Science solves global warming

by frog

Every once in while someone comes up with a nifty new idea that’s going to save us from facing up to global warming and solving it the old fashioned ‘hard work’ way.  Last week we had Helen Clark’s Emissions Trading Scheme that exempts most major polluters.  Previously some of you may remember proposals for giant reflective panels that would send all our solar heat back to outer space, or even this from the Inconvenient Truth.

And this week we have this helpful suggestion from Germany:

The scientists, Fritz Scholz and Ulrich Hasse from the University of Greifswald, start with a common idea: Planting forests, which absorb carbon dioxide from the atmosphere. But instead of letting those trees stand (or worse burning or letting them decay so that the carbon is released to the atmosphere) the scientists have a novel suggestion. Landfill them.

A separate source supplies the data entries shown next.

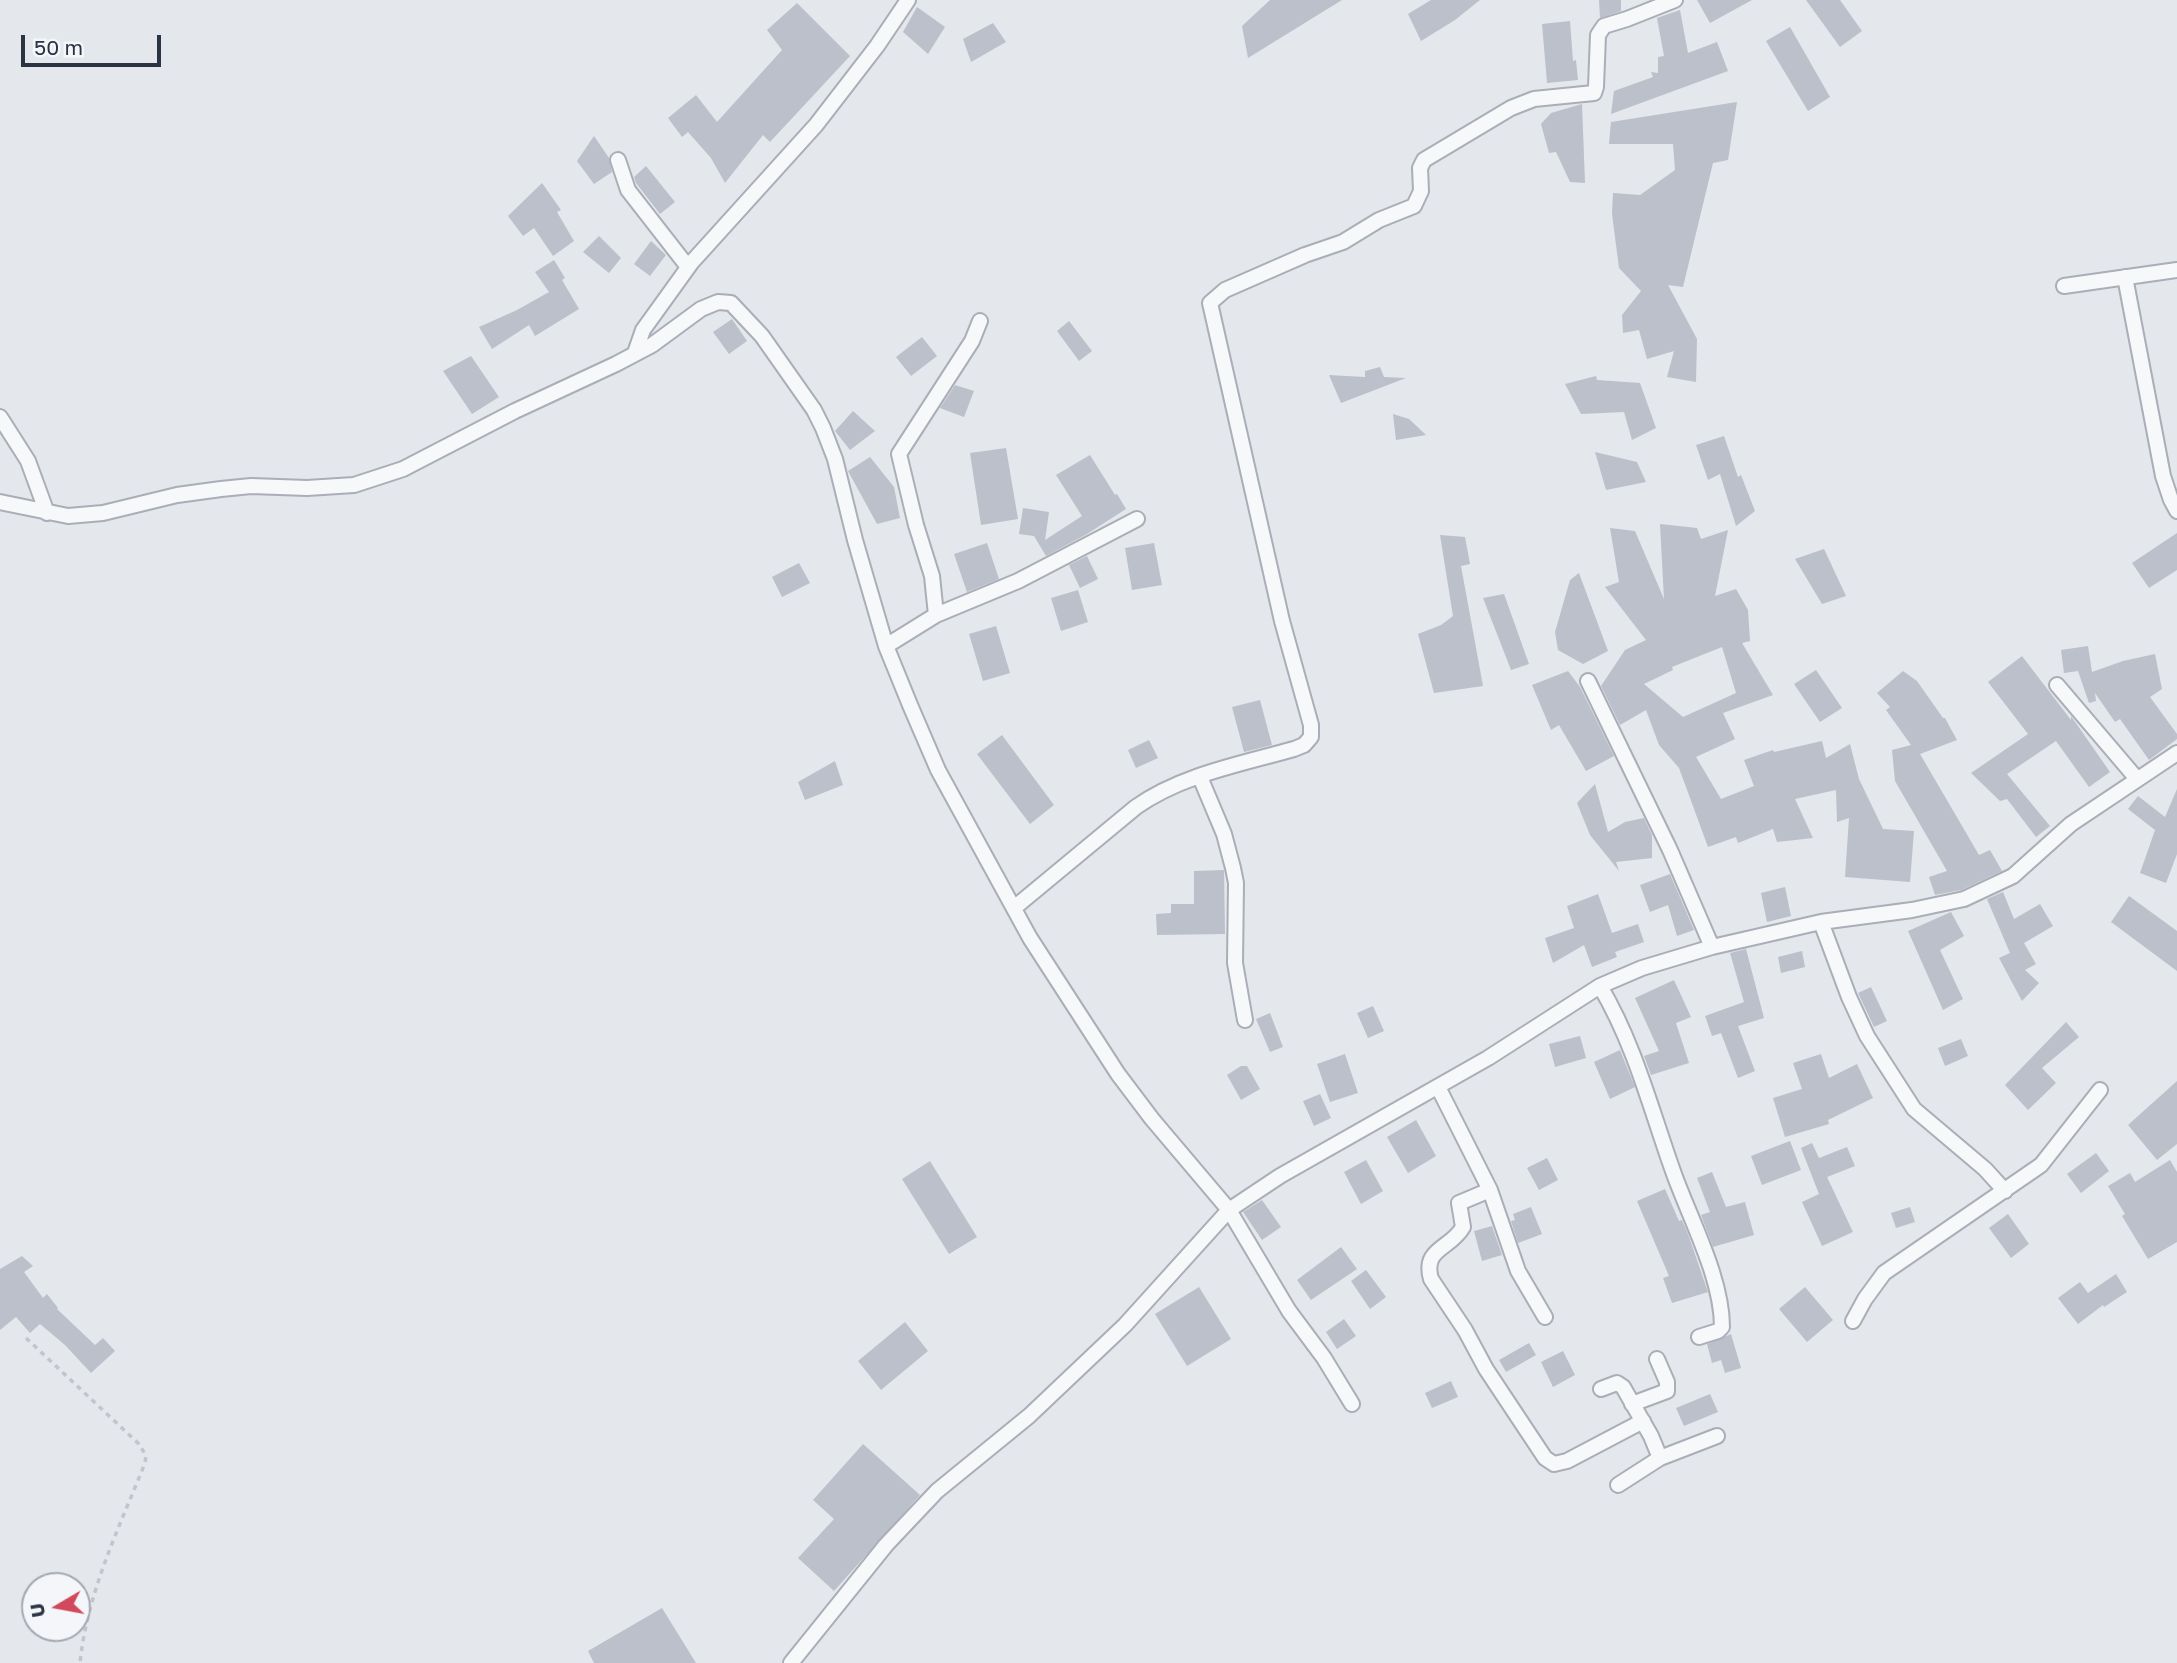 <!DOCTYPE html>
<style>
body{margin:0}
#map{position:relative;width:2177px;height:1663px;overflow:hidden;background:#e4e7ec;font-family:"Golos Text",sans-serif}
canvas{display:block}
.north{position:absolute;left:21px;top:1572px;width:70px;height:70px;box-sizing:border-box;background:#f4f6f9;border:2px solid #a4a8b1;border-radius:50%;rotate:260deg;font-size:19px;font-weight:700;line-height:28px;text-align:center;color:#2b3445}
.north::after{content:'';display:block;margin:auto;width:24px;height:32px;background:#d1495b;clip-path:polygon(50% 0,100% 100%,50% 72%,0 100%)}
.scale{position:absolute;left:21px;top:35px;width:140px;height:32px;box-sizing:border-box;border:4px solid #2b3445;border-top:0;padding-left:9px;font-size:21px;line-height:24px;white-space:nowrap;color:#2b3445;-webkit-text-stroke:5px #f4f6f9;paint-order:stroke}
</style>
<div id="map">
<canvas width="2177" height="1663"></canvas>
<div class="north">U</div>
<div class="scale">50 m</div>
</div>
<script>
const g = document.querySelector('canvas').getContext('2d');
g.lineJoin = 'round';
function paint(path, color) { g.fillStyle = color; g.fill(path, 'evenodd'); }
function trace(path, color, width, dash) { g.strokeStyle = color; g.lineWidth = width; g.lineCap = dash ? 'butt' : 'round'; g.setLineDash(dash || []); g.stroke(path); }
paint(new Path2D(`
 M1270 0H1342L1248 58 1242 26Z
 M1431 0H1480L1455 20 1421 41 1408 14Z
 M1599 0H1621V11L1600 18Z
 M1697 0H1752L1710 23Z
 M1806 0H1840L1862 31 1840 47Z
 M797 3 850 56 770 142 763 135 725 183 711 158 688 132 682 137 668 118 696 95 717 122 782 50 767 30Z
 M917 7 945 27 928 54 903 32Z
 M1680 10 1688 53 1717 42 1728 71 1611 114 1614 91 1653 77 1651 72 1658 73V57L1664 56 1657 18Z
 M1570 21 1573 61 1576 60 1578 80 1547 83 1542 24Z
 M993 23 1006 42 971 62 963 39Z
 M1790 27 1830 97 1808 111 1766 41Z
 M1737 102 1728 160 1713 163 1683 287 1668 285 1697 339 1696 382 1667 377 1674 351 1647 359 1639 330 1623 333 1622 315 1641 291 1619 268 1612 214 1613 193 1640 195 1675 170 1673 144H1609L1611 122Z
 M1582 104 1585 183 1570 182 1556 152 1549 153 1541 124 1551 113Z
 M594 136 609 158 612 172 594 184 577 161Z
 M646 166 675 202 660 214 636 183 634 177Z
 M542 183 561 210 557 212 574 241 553 256 534 228 523 236 508 216Z
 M599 236 621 258 609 273 583 252Z
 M651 241 666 255 650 276 634 264Z
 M554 260 565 278 562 280 579 309 535 336 529 325 492 349 479 327 517 310 549 292 535 272Z
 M732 319 747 341 729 354 713 332Z
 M1069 321 1092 351 1079 361 1057 331Z
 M922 337 937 356 911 376 896 357Z
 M471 356 499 397 472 414 443 371Z
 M1380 367 1384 377 1406 378 1341 403 1329 375 1365 377V371Z
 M1596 376 1597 380 1640 383 1656 428 1632 440 1624 412 1581 414 1565 384Z
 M955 385 974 391 964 417 940 408Z
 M853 411 875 431 850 450 835 431Z
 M1393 414 1409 419 1426 435 1396 440Z
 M1724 436 1738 477 1741 475 1755 511 1736 526 1720 474 1708 480 1696 445Z
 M1006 448 1018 519 981 525 970 453Z
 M1595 452 1637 462 1646 482 1606 490Z
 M1090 455 1115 495 1117 494 1126 509 1087 534 1046 556 1034 536 1019 534 1023 508 1049 512 1045 540 1082 516 1056 475Z
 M870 457 894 487 900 518 877 524 848 471Z
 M1660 524 1697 528 1701 539 1728 530 1715 596 1736 589 1748 610 1750 641 1742 643 1773 695 1723 713 1735 739 1696 757 1721 799 1754 786 1744 760 1773 750 1774 752 1822 741 1826 758 1850 744 1859 779 1883 829 1914 831 1910 882 1845 877 1849 818 1837 822 1836 790 1795 799 1813 838 1777 842 1773 829 1738 843 1736 837 1708 847 1679 768 1659 745 1646 710 1620 725 1601 686 1625 650 1646 640 1605 587 1619 582 1610 528 1635 531 1664 599ZM1722 647 1736 693 1683 717 1644 684 1673 670 1672 667Z
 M2177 533V570L2149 588 2132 563Z
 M1440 535 1465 537 1470 564 1461 566 1483 686 1434 693 1418 634 1441 625 1453 616Z
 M987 543 999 579 967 592 954 554Z
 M1154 543 1162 585 1132 590 1125 548Z
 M1824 549 1846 596 1822 604 1795 559Z
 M1087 556 1098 579 1080 588 1069 565Z
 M799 563 810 583 782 597 772 577Z
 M1579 573 1608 651 1583 664 1558 650 1555 632 1570 580Z
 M1078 590 1088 622 1061 631 1051 598Z
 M1504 594 1529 664 1511 670 1483 598Z
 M996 626 1010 673 983 681 969 634Z
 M2088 646 2092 672 2123 661 2155 654 2162 689 2150 697 2177 734V739L2149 760 2120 719 2115 722 2095 693 2096 701 2089 703 2078 671 2064 673 2061 650Z
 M2022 656 2071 720V716L2110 772 2089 787 2056 741 2007 774 2050 826 2036 837 2007 799 2000 801 1971 773 2028 734 1988 682Z
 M1816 670 1842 708 1820 722 1794 684Z
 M1568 671 1580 687 1614 756 1586 771 1559 725 1551 730 1532 685Z
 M1903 671 1917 681 1943 718H1945L1957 740 1920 754 1979 855 1990 850 2002 871 1961 890 1935 895 1929 877 1947 871 1895 781 1892 750 1911 745 1886 710 1890 707 1877 693Z
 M1260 700 1272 745 1244 752 1232 707Z
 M1002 735 1054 805 1030 824 977 754Z
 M1149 740 1158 758 1136 768 1128 750Z
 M835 761 843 785 805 800 798 782Z
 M1595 784 1608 832 1625 822 1644 818 1652 835V858L1616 862 1619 871 1590 835 1577 803Z
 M2177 789V854L2166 883 2140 873 2155 830 2128 809 2138 796 2165 817Z
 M1224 870 1225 934 1157 935 1156 914 1171 913V904H1194V871Z
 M1670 874 1694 930 1677 936 1668 905 1650 912 1640 885Z
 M1785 887 1791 916 1767 922 1761 893Z
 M2003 892 2014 919 2040 904 2053 926 2024 943 2036 964 2025 970 2039 983 2022 1001 1999 958 2010 953 1987 899Z
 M1598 894 1612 933 1638 924 1644 942 1615 952 1617 957 1592 967 1584 945 1553 963 1545 938 1574 928 1567 906Z
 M2129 896 2177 931V971L2111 922Z
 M1951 912 1964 936 1940 950 1963 999 1943 1010 1908 931Z
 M1746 949 1764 1018 1738 1026 1755 1071 1738 1078 1721 1033 1712 1036 1705 1016 1744 1002 1730 953Z
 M1802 951 1805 967 1781 973 1778 957Z
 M1674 980 1691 1017 1676 1023 1689 1063 1651 1075 1644 1056 1659 1051 1635 998Z
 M1871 987 1887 1021 1874 1027 1858 993Z
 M1373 1006 1384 1031 1368 1038 1357 1013Z
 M1270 1013 1283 1047 1270 1052 1256 1019Z
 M2066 1022 2079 1037 2042 1068 2056 1083 2028 1110 2005 1085Z
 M1580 1036 1586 1058 1555 1067 1549 1044Z
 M1961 1039 1968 1056 1945 1066 1938 1048Z
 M1620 1050 1635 1087 1610 1099 1594 1062Z
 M1345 1054 1358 1093 1330 1102 1317 1064Z
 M1821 1054 1829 1078 1857 1064 1873 1098 1828 1120 1829 1124 1785 1137 1773 1098 1802 1089 1793 1063Z
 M1241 1066H1247L1260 1089 1241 1100 1227 1075Z
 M2177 1081V1144L2157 1160 2128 1125Z
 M1320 1094 1331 1118 1314 1126 1303 1101Z
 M1416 1120 1436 1156 1408 1173 1387 1137Z
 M1790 1141 1801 1170 1762 1185 1751 1156Z
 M1812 1143 1819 1158 1847 1147 1855 1166 1827 1177 1853 1232 1822 1246 1802 1202 1819 1194 1801 1148Z
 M2096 1153 2109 1171 2081 1193 2067 1174Z
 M1547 1158 1558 1180 1539 1190 1527 1168Z
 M1366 1160 1383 1191 1361 1204 1344 1172Z
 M2170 1160 2177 1172V1242L2148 1259 2122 1216 2125 1214 2108 1186 2130 1173 2135 1182Z
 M930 1161 977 1237 949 1254 902 1179Z
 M1712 1172 1726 1207 1745 1202 1754 1235 1713 1247 1701 1215 1710 1212 1697 1178Z
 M1665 1189 1679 1221 1682 1220 1688 1234 1708 1292 1672 1303 1663 1278 1669 1276 1637 1201Z
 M1262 1200 1281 1227 1262 1240 1243 1212Z
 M1531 1207 1542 1234 1518 1243 1511 1221 1515 1220 1513 1214Z
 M1910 1207 1915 1222 1896 1228 1891 1213Z
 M2008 1214 2029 1244 2011 1258 1989 1228Z
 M1492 1226 1502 1255 1482 1261 1474 1231Z
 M1341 1247 1357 1269 1311 1300 1297 1280Z
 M22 1256 33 1266 24 1272 43 1298 47 1294 58 1308 57 1309 95 1345 103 1338 115 1351 91 1373 65 1345 40 1324 30 1333 16 1317 0 1330V1269Z
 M1366 1270 1386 1297 1370 1309 1351 1281Z
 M2116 1274 2127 1292 2104 1307 2103 1305 2078 1324 2058 1298 2080 1282 2088 1293Z
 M1199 1287 1231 1339 1187 1366 1155 1314Z
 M1805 1287 1833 1320 1807 1342 1779 1309Z
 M1344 1319 1356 1336 1337 1349 1326 1332Z
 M905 1322 928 1351 881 1390 858 1361Z
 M1731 1334 1741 1368 1725 1373 1721 1360 1712 1363 1707 1344Z
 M1529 1343 1536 1355 1506 1372 1499 1360Z
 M1563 1351 1575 1375 1553 1387 1541 1362Z
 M1451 1381 1458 1397 1432 1408 1425 1393Z
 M1710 1394 1718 1412 1684 1426 1676 1408Z
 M863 1444 920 1495 834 1591 798 1558 834 1519 813 1500Z
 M662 1608 696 1663H594L588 1651Z`), '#bbc0ca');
const street = new Path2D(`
 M618 160 628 190 688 267
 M2125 277 2163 476 2171 500 2177 511
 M2064 286 2177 270
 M635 353 643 330 692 262 816 125 877 46 908 0
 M0 417 28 461 47 513
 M0 502 68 516 103 513 177 495 221 489 251 486 307 488 354 485 403 469 515 411 616 364 652 345 701 309 718 302 731 303 762 336 814 410 823 428 835 459 855 540 886 646 910 705 938 770 1030 938 1118 1074 1152 1119 1229 1210 1289 1311 1324 1358 1352 1404
 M936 615 932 576 916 525 899 454 972 341 980 321
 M886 646 936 615 1018 581 1137 519
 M1588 681 1670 850 1712 947
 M2057 685 2137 779
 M1200 777 1224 834 1233 868 1236 883 1235 963 1245 1020
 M1014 908 1136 807C1181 775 1241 764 1294 749L1304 745 1311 737V725L1282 621 1210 303 1225 290 1305 255 1343 242 1379 220 1414 206 1421 191 1420 168 1424 160 1511 108 1534 99 1594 93 1596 87 1598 35 1604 26 1627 19 1675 0
 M1821 922 1849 997 1867 1036 1914 1109 1985 1169 2005 1191
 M1600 986C1635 1045 1651 1110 1674 1174 1691 1221 1722 1278 1722 1327L1718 1331 1699 1337
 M1438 1087 1490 1190 1518 1271 1545 1317
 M1490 1190 1459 1203 1463 1227C1451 1249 1422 1248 1431 1279L1465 1330 1486 1369 1545 1458 1554 1464 1567 1461 1643 1421
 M1853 1321 1865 1299 1884 1273 2041 1165 2100 1090
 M1601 1389 1617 1383 1623 1387 1651 1436 1660 1458
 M1632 1404 1667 1391V1382L1657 1359
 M1618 1485 1660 1458 1717 1436
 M791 1663 886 1545 937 1491 1029 1416 1125 1325 1229 1210 1280 1176 1488 1058 1600 986 1642 968 1712 947 1821 922 1912 910 1964 899 2013 876 2071 824 2177 753`);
trace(street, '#a9aeb7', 18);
trace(new Path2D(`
 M26 1338 139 1444 146 1456 145 1463C119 1528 87 1593 80 1663`), '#c2c5cb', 3.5, [5, 5]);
trace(street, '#f7f8fa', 14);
</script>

The theory aims to replace back into the earth all the carbon we keep digging up in the form of coal and oil, by burying trees.  But sadly, it’s a little more complicated than it first sounds:

One little problem with this miracle solution: The world would have to plant 3.8 million square miles of forest every year to counteract current global carbon dioxide emissions. That’s bigger than the size of the United States (including Alaska and Hawaii).

Now who wants to tell America?

And the scientists themselves point out that it’s equivalent to all virgin forests lost in the 20th century.

All of which raises the question, why are we still chopping all those trees down?